Only the last stretch of the records is wanted: restate word for word the line with "for (const [x, y, r, color]" and every line after it.

Data entries:
^^^^^^^^

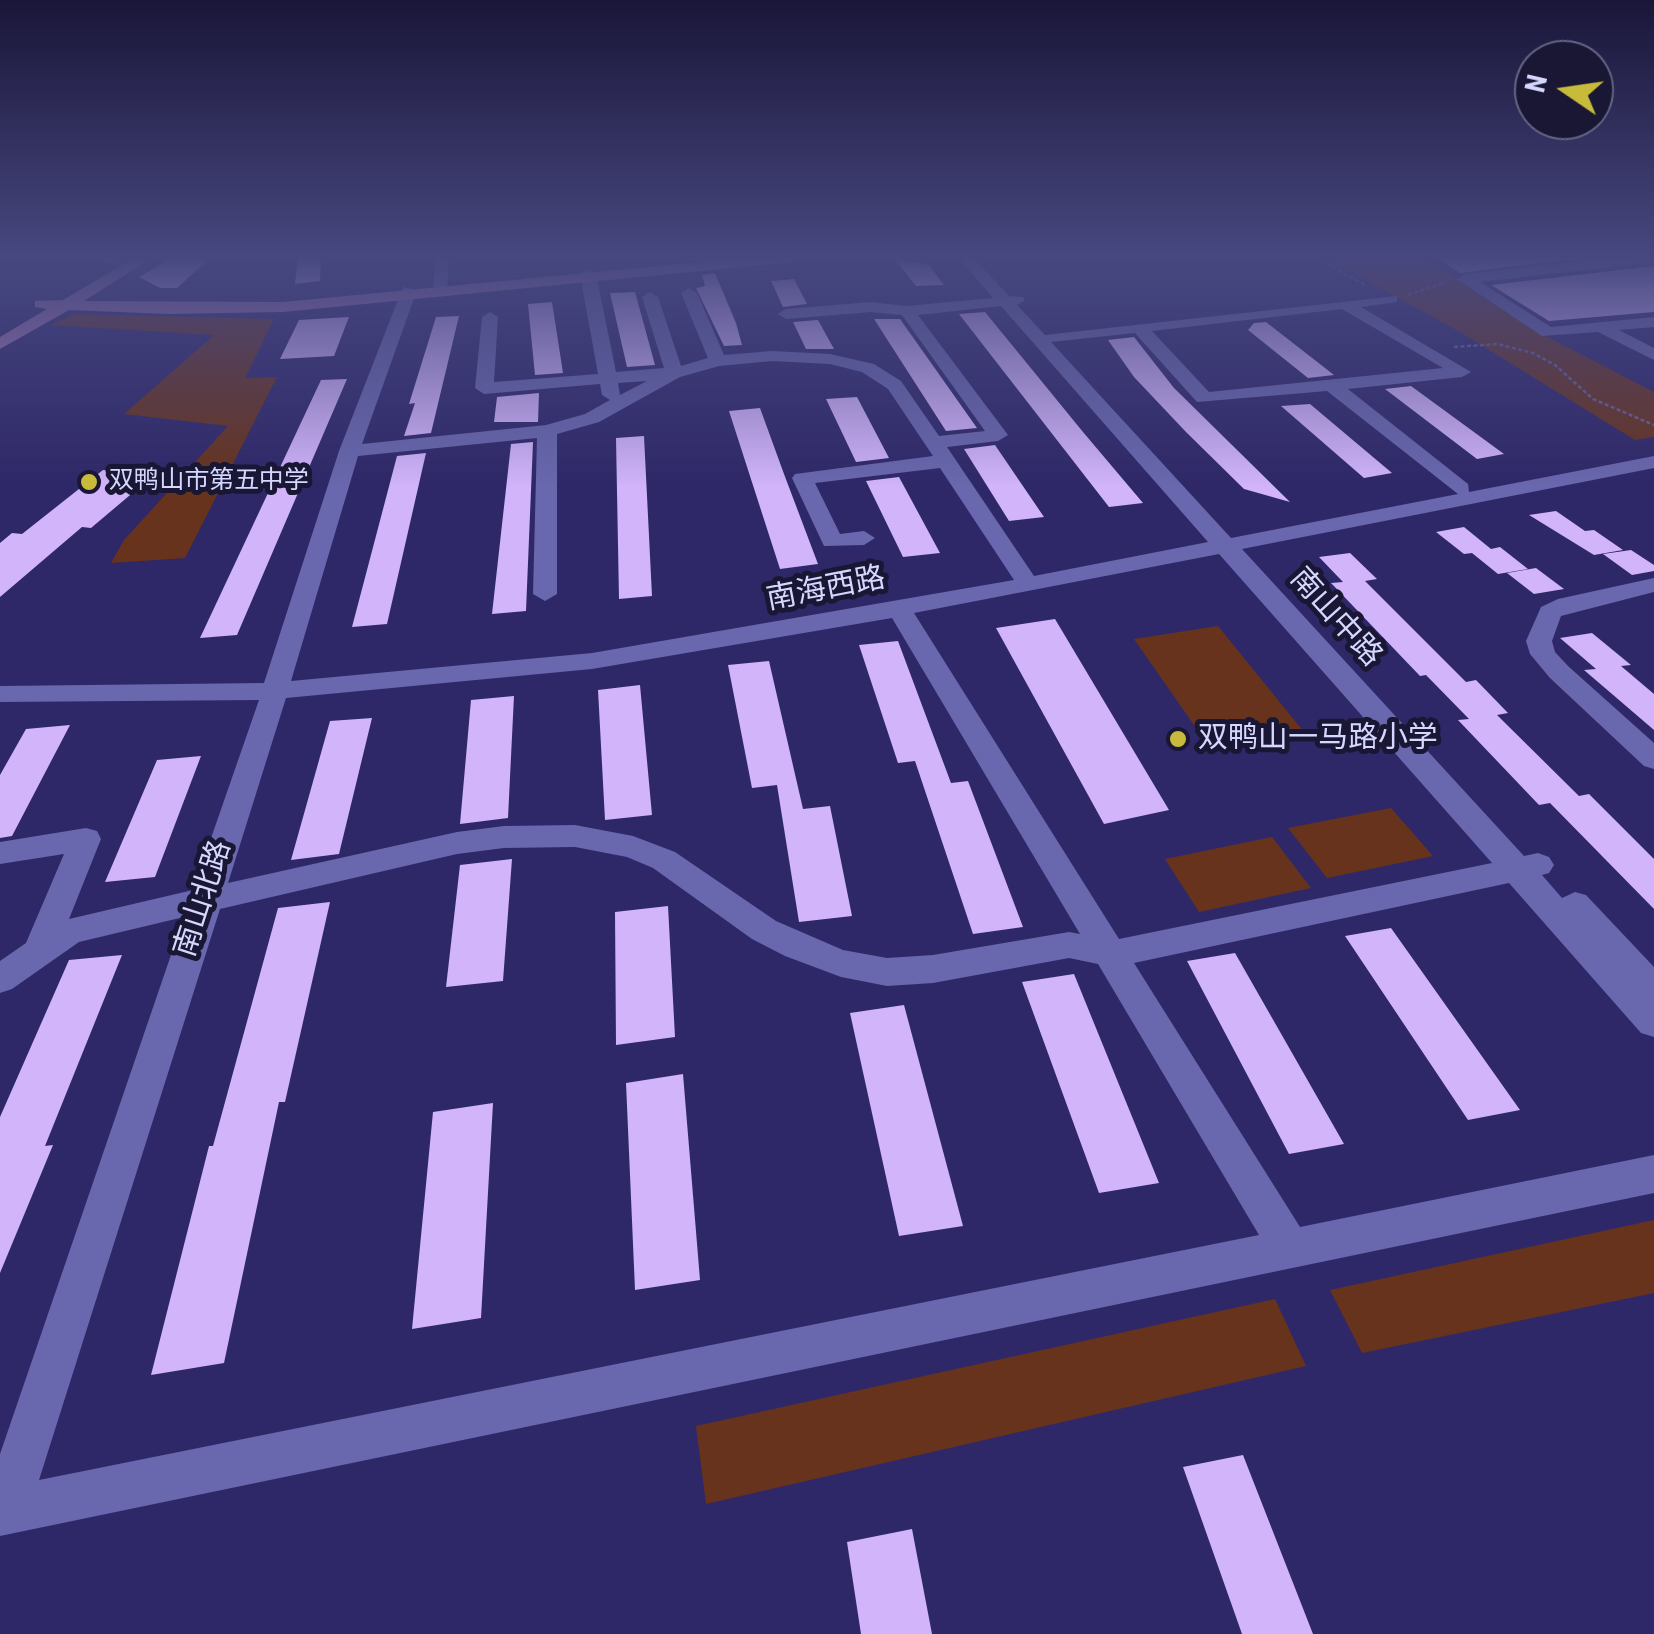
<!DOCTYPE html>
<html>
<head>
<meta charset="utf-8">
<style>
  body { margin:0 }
  #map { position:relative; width:1654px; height:1634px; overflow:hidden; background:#2f2868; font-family:"Roboto Condensed",sans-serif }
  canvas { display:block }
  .north { position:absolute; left:1514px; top:40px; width:100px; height:100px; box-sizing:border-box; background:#191734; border:2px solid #646485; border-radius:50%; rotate:283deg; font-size:28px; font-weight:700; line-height:40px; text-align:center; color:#d5d7fe }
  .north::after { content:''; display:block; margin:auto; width:35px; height:45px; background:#c8bb3b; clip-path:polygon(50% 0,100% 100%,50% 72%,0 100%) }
</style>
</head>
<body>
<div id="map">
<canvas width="1654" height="1634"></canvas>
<div class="north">N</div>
</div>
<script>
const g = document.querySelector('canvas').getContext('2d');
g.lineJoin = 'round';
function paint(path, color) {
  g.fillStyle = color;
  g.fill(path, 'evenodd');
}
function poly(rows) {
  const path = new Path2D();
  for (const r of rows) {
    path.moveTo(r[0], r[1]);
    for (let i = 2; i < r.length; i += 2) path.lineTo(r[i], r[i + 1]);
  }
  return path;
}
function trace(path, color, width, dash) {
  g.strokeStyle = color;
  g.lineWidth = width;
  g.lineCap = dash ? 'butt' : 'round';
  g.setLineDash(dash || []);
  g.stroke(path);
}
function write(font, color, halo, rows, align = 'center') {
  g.font = font + ' "Roboto Condensed","Noto Sans SC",sans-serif';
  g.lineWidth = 10;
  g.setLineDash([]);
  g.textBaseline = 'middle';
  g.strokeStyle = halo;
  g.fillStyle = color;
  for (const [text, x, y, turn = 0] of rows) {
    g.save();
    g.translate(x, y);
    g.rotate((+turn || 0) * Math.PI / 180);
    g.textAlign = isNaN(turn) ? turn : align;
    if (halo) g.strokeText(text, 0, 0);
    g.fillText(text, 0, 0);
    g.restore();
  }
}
paint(poly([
  [1326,258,1425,258,1540,333,1654,392,1654,437,1635,440,1460,332],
  [75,314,274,319,245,378,277,377,185,558,111,563,124,540,228,426,124,414,214,335,51,325],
  [1218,626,1304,732,1210,748,1134,639],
  [1391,808,1433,856,1327,878,1288,828],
  [1272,837,1311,888,1199,912,1165,859],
  [1654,1220,1654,1293,1362,1353,1330,1290],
  [1275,1299,1306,1366,706,1504,696,1426]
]), '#67331c');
paint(poly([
  [171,258,210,258,177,288,160,288,139,277],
  [298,258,321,258,320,281,295,284],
  [894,258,929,265,944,285,916,286],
  [1437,258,1576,258,1460,273],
  [1654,266,1654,312,1549,321,1491,285],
  [715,273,736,323,742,345,724,346,696,288,705,286,702,275],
  [794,279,807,304,783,307,771,281],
  [635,292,655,365,627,367,610,293],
  [552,302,563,373,535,375,528,304],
  [985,312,1083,432,1143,503,1109,507,959,314],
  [459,316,431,433,404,436,415,403,409,404,436,317],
  [349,317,334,356,280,359,299,320],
  [874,319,900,319,977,428,946,431],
  [818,320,834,349,806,349,793,322],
  [1266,322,1334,375,1308,378,1248,330,1254,323],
  [1134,337,1174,388,1290,502,1244,489,1186,432,1134,377,1108,340],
  [347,379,237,635,200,638,321,380],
  [1411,386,1504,454,1477,459,1385,389],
  [539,393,538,422,494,422,497,397],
  [857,397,889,458,856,462,826,399],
  [1310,404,1392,473,1364,478,1281,406],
  [760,408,784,474,818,564,780,569,729,411],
  [644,436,652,596,619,599,616,438],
  [533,442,526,611,492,614,511,444],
  [995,445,1044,517,1009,521,964,449],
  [426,453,387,624,352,627,397,456],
  [103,470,155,474,91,528,82,527,0,597,0,543,12,533,22,534],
  [899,477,940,553,903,557,866,481],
  [1556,511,1585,531,1594,530,1623,550,1594,555,1529,515],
  [1464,527,1491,549,1500,547,1528,569,1498,574,1472,553,1464,554,1436,532],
  [1631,550,1654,565,1654,571,1632,575,1603,554],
  [1350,553,1377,579,1365,581,1466,682,1476,680,1508,713,1497,715,1579,796,1589,794,1654,859,1654,909,1550,803,1539,805,1458,720,1469,719,1426,675,1420,676,1331,583,1343,582,1319,557],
  [1536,568,1564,589,1534,594,1507,573],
  [1055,619,1169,810,1104,824,996,628],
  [1592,633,1631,665,1621,666,1654,694,1654,730,1584,670,1596,669,1560,638],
  [898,641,951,783,968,781,1023,927,973,934,915,761,898,763,859,645],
  [769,661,803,809,830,806,852,916,799,922,777,785,752,788,728,665],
  [640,685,652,815,605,820,598,690],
  [514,696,508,818,460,824,471,700],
  [372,718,339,854,291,860,330,721],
  [70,725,12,836,0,838,0,775,26,729],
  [201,756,155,877,105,882,157,760],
  [512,859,503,981,446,987,460,865],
  [330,902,285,1102,279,1102,224,1363,151,1375,209,1146,213,1146,278,908],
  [668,906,675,1037,616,1045,615,912],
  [1391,928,1520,1110,1468,1120,1345,936],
  [1235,953,1344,1144,1289,1154,1187,961],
  [122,955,45,1146,53,1145,0,1273,0,1117,69,960],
  [1074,974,1159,1183,1099,1193,1022,982],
  [904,1005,963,1226,899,1236,850,1013],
  [683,1074,700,1280,635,1290,626,1083],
  [493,1103,481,1318,412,1329,433,1112],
  [1243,1455,1313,1634,1242,1634,1183,1467],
  [912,1529,932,1634,861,1634,847,1542]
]), '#d1b4fa');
trace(poly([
  [1315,258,1367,286],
  [1408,295,1446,282],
  [1454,347,1497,344,1533,353,1555,365,1593,399,1654,425]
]), '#66629a', 2.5, [4, 2.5]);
paint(poly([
  [81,258,123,258,124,260,117,264,81,258],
  [435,258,449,258,447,290,433,287,435,258],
  [959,258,974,258,1009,296,1023,297,1025,300,1017,305,1045,335,1397,296,1397,302,1361,307,1471,372,1462,377,1348,389,1468,484,1469,492,1654,456,1654,468,1242,549,1524,856,1538,853,1549,857,1554,865,1549,873,1542,875,1562,898,1575,892,1586,895,1654,967,1654,1037,1641,1033,1509,883,1134,963,1300,1227,1654,1155,1654,1193,0,1536,0,1454,184,917,79,942,12,989,0,993,0,961,26,943,64,854,0,864,0,842,86,828,97,831,101,839,69,919,193,890,259,700,0,702,0,686,264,683,339,451,403,287,417,290,362,444,546,425,585,414,610,400,602,395,600,384,484,394,475,388,482,317,490,312,498,317,494,382,598,374,580,274,588,269,596,274,616,372,664,368,642,297,650,292,658,297,681,366,708,358,681,293,689,288,697,293,724,355,772,351,830,354,874,364,901,381,939,436,985,431,902,315,871,312,786,319,778,314,786,309,871,302,907,306,993,298,959,258],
  [1001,306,1208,542,1034,576,947,447,998,441,1008,435,918,315,1001,306],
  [1342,309,1443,368,1209,392,1152,331,1342,309],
  [1135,333,1197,402,1327,391,1458,494,1231,538,1051,342,1135,333],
  [772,361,830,364,862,372,888,389,933,456,795,474,792,478,824,546,864,545,875,538,864,531,840,534,815,483,940,468,1014,580,592,653,291,681,358,456,537,438,533,594,545,601,557,594,557,434,599,422,680,377,719,366,772,361],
  [647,381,620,395,618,383,647,381],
  [1219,554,1492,863,1119,939,914,613,1219,554],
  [892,618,1080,934,1069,932,933,955,887,958,843,950,776,921,675,852,633,836,575,825,504,826,457,832,228,883,286,698,592,669,892,618],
  [575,847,627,857,653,868,752,939,785,956,841,977,887,986,933,983,1069,958,1098,964,1259,1235,39,1480,220,909,457,854,504,848,575,847],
  [1612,258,1654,258,1654,262,1480,282,1551,327,1654,317,1654,327,1619,330,1654,348,1654,360,1598,332,1542,336,1457,279,1465,274,1612,258],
  [1654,578,1654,592,1561,616,1552,641,1555,652,1568,666,1654,743,1654,769,1644,766,1550,678,1530,654,1526,641,1541,607,1558,599,1654,578]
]), '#6967ad');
paint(poly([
  [134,258,152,258,84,301,283,302,743,258,799,258,792,262,283,312,169,314,69,310,0,349,0,337,47,309,35,307,35,301,63,300,134,258]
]), '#a477ae');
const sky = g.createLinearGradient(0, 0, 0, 487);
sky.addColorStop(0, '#1a1639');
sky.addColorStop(0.53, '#474880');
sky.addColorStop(1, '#47488000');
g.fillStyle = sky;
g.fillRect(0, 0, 1654, 487);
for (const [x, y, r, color] of [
  [89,482,10,"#c8bb3b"],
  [1178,739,10,"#c8bb3b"]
]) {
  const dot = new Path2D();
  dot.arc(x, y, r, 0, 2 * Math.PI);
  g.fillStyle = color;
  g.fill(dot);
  trace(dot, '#191734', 4);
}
write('25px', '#d5d7fe', '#191734', [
  ["双鸭山市第五中学",109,482]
], 'left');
write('30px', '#d5d7fe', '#191734', [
  ["南海西路",826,590,-11],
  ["南山中路",1335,618,48],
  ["南山北路",204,899,-72]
]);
write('30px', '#d5d7fe', '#191734', [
  ["双鸭山一马路小学",1198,739]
], 'left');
</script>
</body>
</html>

^^^^^^^^

### Response area
for (const [x, y, r, color] of [
  [89,482,10,"#c8bb3b"],
  [1178,739,10,"#c8bb3b"]
]) {
  const dot = new Path2D();
  dot.arc(x, y, r, 0, 2 * Math.PI);
  g.fillStyle = color;
  g.fill(dot);
  trace(dot, '#191734', 4);
}
write('25px', '#d5d7fe', '#191734', [
  ["双鸭山市第五中学",109,482]
], 'left');
write('30px', '#d5d7fe', '#191734', [
  ["南海西路",826,590,-11],
  ["南山中路",1335,618,48],
  ["南山北路",204,899,-72]
]);
write('30px', '#d5d7fe', '#191734', [
  ["双鸭山一马路小学",1198,739]
], 'left');
</script>
</body>
</html>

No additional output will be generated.